Don't apply locking around basic #load / #require by matthewd · Pull Request #20989 · rails/rails

matthewd · 2015-07-23T00:40:48Z

That's outside our remit, and dangerous... if a caller has their own locking to protect against the natural race danger, we'll deadlock against it.

@mperham reported an issue whereby one thread would end up waiting at:

monitor.rb:110:in `sleep'
monitor.rb:110:in `wait'
monitor.rb:110:in `wait'
monitor.rb:122:in `wait_while'
activesupport/lib/active_support/concurrency/share_lock.rb:58:in `block in start_exclusive'
monitor.rb:211:in `mon_synchronize'
activesupport/lib/active_support/concurrency/share_lock.rb:49:in `start_exclusive'
activesupport/lib/active_support/concurrency/share_lock.rb:113:in `exclusive'
activesupport/lib/active_support/dependencies/interlock.rb:11:in `loading'
activesupport/lib/active_support/dependencies.rb:37:in `load_interlock'
activesupport/lib/active_support/dependencies.rb:265:in `load_dependency'
activesupport/lib/active_support/dependencies.rb:304:in `require'
redis-3.2.1/lib/redis/client.rb:465:in `_parse_driver'
redis-3.2.1/lib/redis/client.rb:433:in `_parse_options'
redis-3.2.1/lib/redis/client.rb:74:in `initialize'
redis-3.2.1/lib/redis.rb:31:in `new'
redis-3.2.1/lib/redis.rb:31:in `initialize'
sidekiq/lib/sidekiq/redis_connection.rb:28:in `new'
sidekiq/lib/sidekiq/redis_connection.rb:28:in `build_client'
sidekiq/lib/sidekiq/redis_connection.rb:19:in `block in create'
connection_pool-2.2.0/lib/connection_pool/timed_stack.rb:169:in `call'
connection_pool-2.2.0/lib/connection_pool/timed_stack.rb:169:in `try_create'
connection_pool-2.2.0/lib/connection_pool/timed_stack.rb:81:in `block (2 levels) in pop'
connection_pool-2.2.0/lib/connection_pool/timed_stack.rb:77:in `loop'
connection_pool-2.2.0/lib/connection_pool/timed_stack.rb:77:in `block in pop'
connection_pool-2.2.0/lib/connection_pool/timed_stack.rb:76:in `synchronize'
connection_pool-2.2.0/lib/connection_pool/timed_stack.rb:76:in `pop'
connection_pool-2.2.0/lib/connection_pool.rb:89:in `checkout'
connection_pool-2.2.0/lib/connection_pool.rb:61:in `block in with'
connection_pool-2.2.0/lib/connection_pool.rb:60:in `handle_interrupt'
connection_pool-2.2.0/lib/connection_pool.rb:60:in `with'

with others stuck at:

connection_pool-2.2.0/lib/connection_pool/timed_stack.rb:76:in `synchronize'
connection_pool-2.2.0/lib/connection_pool/timed_stack.rb:76:in `pop'
connection_pool-2.2.0/lib/connection_pool.rb:89:in `checkout'
connection_pool-2.2.0/lib/connection_pool.rb:61:in `block in with'
connection_pool-2.2.0/lib/connection_pool.rb:60:in `handle_interrupt'
connection_pool-2.2.0/lib/connection_pool.rb:60:in `with'

So, thread A acquires the connection_pool lock, and is able to proceed. Meanwhile thread B enters app space. A now attempts to make an explicit require call (which would be naturally safe; protected by ruby's internal loading tracking), but we intervene and force it to first acquire our load lock -- it must now wait until thread B either completes, or hits a load-lock acquisition of its own. B now follows the same path, and blocks on its attempt to acquire the connection_pool lock = deadlock.

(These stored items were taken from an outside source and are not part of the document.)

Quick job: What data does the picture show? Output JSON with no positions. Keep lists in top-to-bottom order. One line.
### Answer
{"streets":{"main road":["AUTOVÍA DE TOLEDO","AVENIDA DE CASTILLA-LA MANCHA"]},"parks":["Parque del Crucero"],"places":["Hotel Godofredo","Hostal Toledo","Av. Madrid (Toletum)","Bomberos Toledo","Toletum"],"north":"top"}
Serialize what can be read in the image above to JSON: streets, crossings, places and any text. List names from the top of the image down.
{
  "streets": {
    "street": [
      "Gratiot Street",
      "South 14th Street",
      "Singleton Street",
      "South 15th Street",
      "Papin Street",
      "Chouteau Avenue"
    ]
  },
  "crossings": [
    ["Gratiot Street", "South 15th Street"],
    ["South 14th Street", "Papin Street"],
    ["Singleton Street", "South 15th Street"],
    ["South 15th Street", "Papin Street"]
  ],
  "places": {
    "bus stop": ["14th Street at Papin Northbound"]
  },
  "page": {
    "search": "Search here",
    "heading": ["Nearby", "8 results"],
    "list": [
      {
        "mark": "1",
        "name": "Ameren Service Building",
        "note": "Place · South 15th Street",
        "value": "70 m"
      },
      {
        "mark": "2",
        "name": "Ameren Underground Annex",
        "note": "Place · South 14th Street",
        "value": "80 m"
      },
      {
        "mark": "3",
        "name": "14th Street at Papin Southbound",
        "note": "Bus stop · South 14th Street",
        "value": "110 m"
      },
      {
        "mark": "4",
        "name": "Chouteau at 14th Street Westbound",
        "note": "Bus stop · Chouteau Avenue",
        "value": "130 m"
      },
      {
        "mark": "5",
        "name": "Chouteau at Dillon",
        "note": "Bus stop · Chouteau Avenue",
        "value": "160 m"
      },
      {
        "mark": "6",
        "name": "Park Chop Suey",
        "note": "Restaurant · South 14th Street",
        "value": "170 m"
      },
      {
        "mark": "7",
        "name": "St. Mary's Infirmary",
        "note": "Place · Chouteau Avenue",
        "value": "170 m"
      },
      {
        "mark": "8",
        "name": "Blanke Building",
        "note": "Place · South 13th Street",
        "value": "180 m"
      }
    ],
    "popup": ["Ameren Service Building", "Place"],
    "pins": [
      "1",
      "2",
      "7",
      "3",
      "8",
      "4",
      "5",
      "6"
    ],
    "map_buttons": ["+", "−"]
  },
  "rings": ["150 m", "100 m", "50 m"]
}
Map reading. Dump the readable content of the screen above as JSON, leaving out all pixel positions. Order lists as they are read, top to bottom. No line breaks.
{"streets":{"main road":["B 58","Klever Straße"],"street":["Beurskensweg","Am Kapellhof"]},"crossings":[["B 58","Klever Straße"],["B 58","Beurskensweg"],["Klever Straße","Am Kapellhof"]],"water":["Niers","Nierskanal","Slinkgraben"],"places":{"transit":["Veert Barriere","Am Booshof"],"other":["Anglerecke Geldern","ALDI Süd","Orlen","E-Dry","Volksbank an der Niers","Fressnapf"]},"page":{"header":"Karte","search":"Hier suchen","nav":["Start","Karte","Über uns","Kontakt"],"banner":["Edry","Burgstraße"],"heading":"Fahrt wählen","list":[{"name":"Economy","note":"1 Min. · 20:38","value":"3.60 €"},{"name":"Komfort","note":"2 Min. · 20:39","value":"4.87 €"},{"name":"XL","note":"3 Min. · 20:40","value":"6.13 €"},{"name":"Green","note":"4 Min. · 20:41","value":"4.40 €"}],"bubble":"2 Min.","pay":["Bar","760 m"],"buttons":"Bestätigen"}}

Change the above scenario from an explicit require to a mention of a missing constant, and we'll still deadlock after this PR -- but that one is more defensible: we have no other choice. It's also (IMO) a lower risk exposure: "user" code, which is where auto-loadable constants are likely to be mentioned, is unlikely to be casually executing inside an exclusive lock... require inside an exclusive lock is a not-unreasonable prospect for library code.

.. it's also fixable, by just mentioning the constant before you acquire the other lock. That doesn't apply to require, because we were acquiring the load lock before we even checked whether the file had already been loaded.

Moreover, the previous implementation was Philosophically Wrong: AS::Dep isn't supposed to be enhancing or in any way interfering with the operation of load/require. It only defines them in order to exclude them from its normal behaviour.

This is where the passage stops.